D : - Sérieux, dit Antoine, je ne pourrais pas avoir une bière, une seule ? Je supporte pas le thé !

 

- Hélas non, mon fils... Je repasserais en fin d'après-midi. Que Dieu s'invite toujours à vos échanges.

 

Ingurgitant nerveusement une poignée de raisins secs de Corinthe, Marie-Claire plante ses yeux, dans ceux délavés de son contradicteur obligé :

 

- Vous avez dit des choses épouvantables, je vous le redemande, que faîtes-vous en ce lieu ? Je suis avec un fou et un ivrogne !

 

André, après avoir mis sept sucres dans son thé, s'étrangle en éjectant au passage d'entre ses dents mordorés, quelques raisins pré-mâchés :

 

- Si t'es pas contente la ménopausée de mes deux, tu peux déjà rentrer dans ta cellule et sans fermer à clé...Personne je crois, n'ira chatouiller tes gros mollets !

 

C-H : Dédé, bon sang, çà suffit, taisez-vous ! Marie-Claire, mérite un total respect. C'est une femme en recherche avec ses convictions, son histoire, son âme est perceptible et son visage exprime entre deux relâchements, une grande et troublante douceur...

 

Cette fin de phrase surprenante et inattendue provoque instantanément dans le corps féminin de ce trio, un petit tsunami, une voie d'eau. Du creux des reins, jusqu'aux avant-bras, celle-ci finit en une vague violente par s'échouer dans l'esprit. de cette enfant de Marie.

 

Marie-Claire, à la minute, est complètement décontenancé.

 

Submergé de gêne, elle se reprend aussitôt.

 

Elle replace d'un geste brusque, ces fades lunettes sur le bout de son nez, en tirant de l'autre main, l'extrémité de sa jupe plissée au dessous de ses pâles genoux.

 

Charles-Henry, perçoit le trouble occasionné, et ne sent à cette gênante issue, qu'une poursuite échevelée de ses arguments afin de clore cette séquence à sens unique :

 

- Oui, Marie-Claire, Dédé, nous cherchons tous dans la religion, une consolation à nos défauts, à notre volonté de conquête.

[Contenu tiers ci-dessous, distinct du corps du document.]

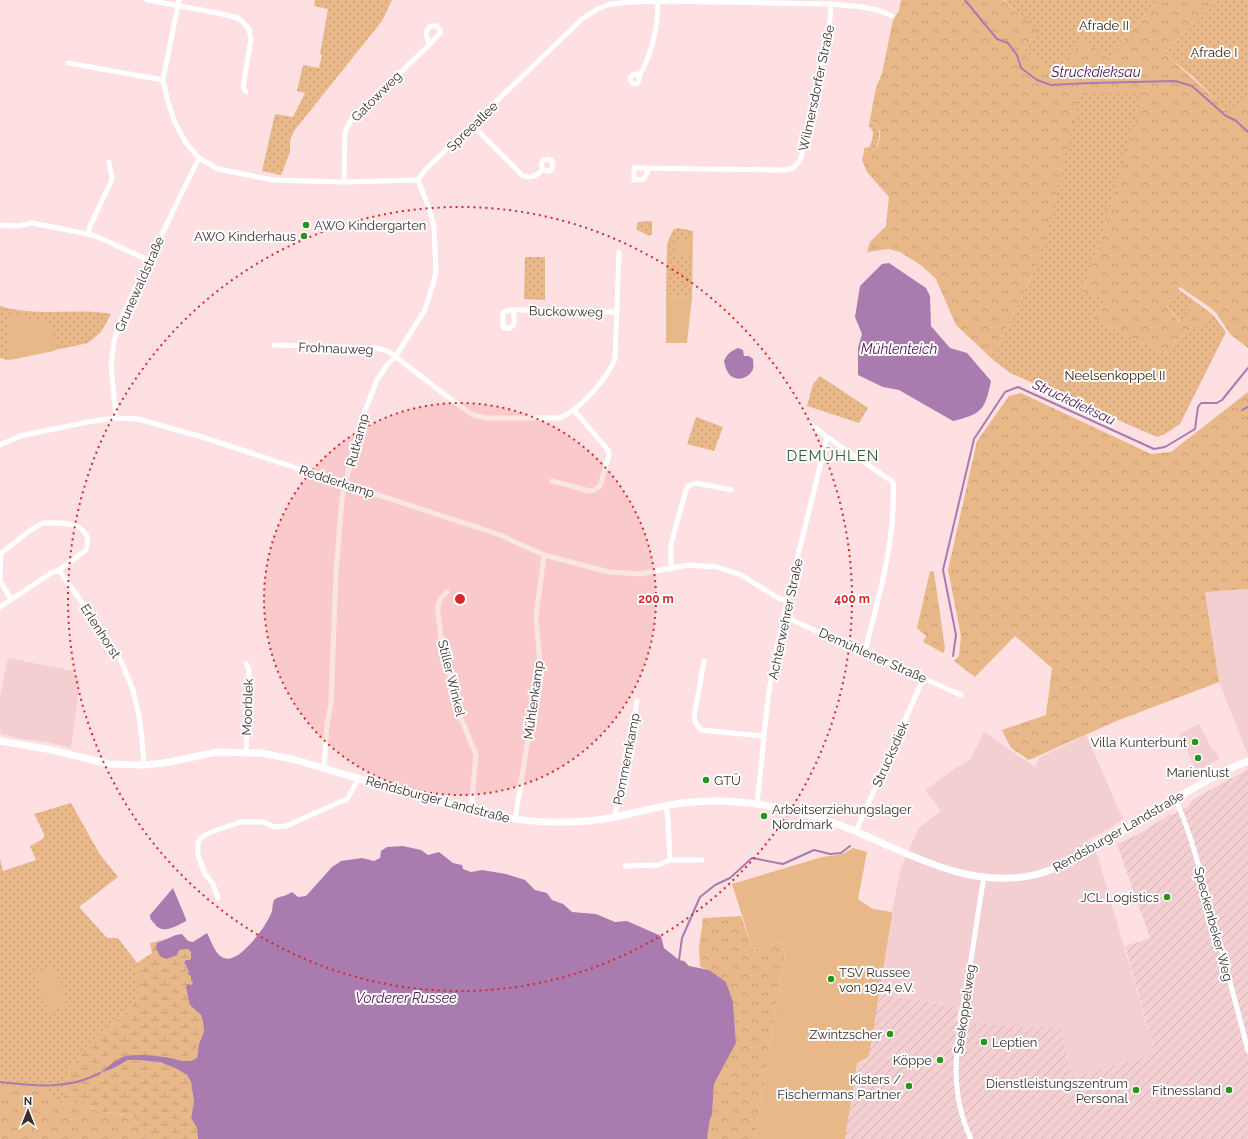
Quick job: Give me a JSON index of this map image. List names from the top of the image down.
{
  "streets": {
    "street": [
      "Wilmersdorfer Straße",
      "Gatowweg",
      "Spreeallee",
      "Grunewaldstraße",
      "Buckowweg",
      "Frohnauweg",
      "Rutkamp",
      "Redderkamp",
      "Achterwehrer Straße",
      "Erlenhorst",
      "Demühlener Straße",
      "Stiller Winkel",
      "Mühlenkamp",
      "Moorblek",
      "Strucksdiek",
      "Pommernkamp",
      "Rendsburger Landstraße",
      "Speckenbeker Weg",
      "Seekoppelweg"
    ]
  },
  "crossings": [
    ["Wilmersdorfer Straße", "Spreeallee"],
    ["Spreeallee", "Rutkamp"],
    ["Grunewaldstraße", "Redderkamp"],
    ["Frohnauweg", "Rutkamp"],
    ["Rutkamp", "Redderkamp"],
    ["Rutkamp", "Rendsburger Landstraße"],
    ["Redderkamp", "Achterwehrer Straße"],
    ["Redderkamp", "Mühlenkamp"],
    ["Achterwehrer Straße", "Demühlener Straße"],
    ["Achterwehrer Straße", "Rendsburger Landstraße"],
    ["Erlenhorst", "Rendsburger Landstraße"],
    ["Demühlener Straße", "Strucksdiek"],
    ["Stiller Winkel", "Rendsburger Landstraße"],
    ["Mühlenkamp", "Rendsburger Landstraße"],
    ["Moorblek", "Rendsburger Landstraße"],
    ["Strucksdiek", "Rendsburger Landstraße"],
    ["Pommernkamp", "Rendsburger Landstraße"],
    ["Rendsburger Landstraße", "Speckenbeker Weg"],
    ["Rendsburger Landstraße", "Seekoppelweg"]
  ],
  "districts": ["DEMÜHLEN"],
  "water": ["Struckdieksau", "Mühlenteich", "Vorderer Russee"],
  "parks": ["Afrade II", "Afrade I", "Neelsenkoppel II"],
  "places": [
    "AWO Kindergarten",
    "AWO Kinderhaus",
    "Villa Kunterbunt",
    "Marienlust",
    "GTÜ",
    "Arbeitserziehungslager Nordmark",
    "JCL Logistics",
    "TSV Russee von 1924 e.V.",
    "Zwintzscher",
    "Leptien",
    "Köppe",
    "Kisters / Fischermans Partner",
    "Dienstleistungszentrum Personal",
    "Fitnessland"
  ],
  "north": "top",
  "rings": ["200 m", "400 m"]
}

Ne devenons-nous pas religieux par crainte d'étouffer dans nos limites maudites, d'ici-bas ?

 

A cette interrogation, il s'en suit le partage d' une longue plage de silence. André, se gave de noisettes, d'amandes et surtout de pruneaux. Ses mâchoires remuent maintenant telles celles d'un hamster avec aussi, dans son regard une expression de rongeurs, totalement, désespérément, vide de tout sens commun.

 

Pourquoi à cet endroit précis de la fin de l'après-midi de cette première journée, les conversations entre ces trois personnages glissent vers un dévoilement partiel des sphères intimes de chacun ? Dieu, seul le sait et encore. Il se peut qu'il soit par ailleurs mieux occupé. Mais toujours est-il ou ainsi soit-il, selon le plateau fatalisme ou louangeur de notre balance, il en fût ainsi dans les heures qui suivirent.

 

L'écho du moi dans l'autre, oui se dit de Charles-Henry, mon appréciation portée son physique, a bien raisonnée en Marie-Claire, puisque sa défiance de départ à dans mon égard fait maintenant place à de l'empathie. Celle-ci se confirme par sa soudaine curiosité.

 

 Entre ces deux éloignés, il s'en suit durant de longues heures, un long échange en profondeur. Celui-ci est seulement perturbé pas les remarques acides de Dédé, complètement largué dans cette métaphysique confessionnelle.

 

- Houlà, là merde, j'entraves rien à vos conneries. Est-ce qu'on peut, un peu redescendre au niveau des fenêtres ou alors je demande au capucin Antoine, une radio pour écouter les Grosses Têtes !

 

Polycarpe.

( la suite vendredi prochain)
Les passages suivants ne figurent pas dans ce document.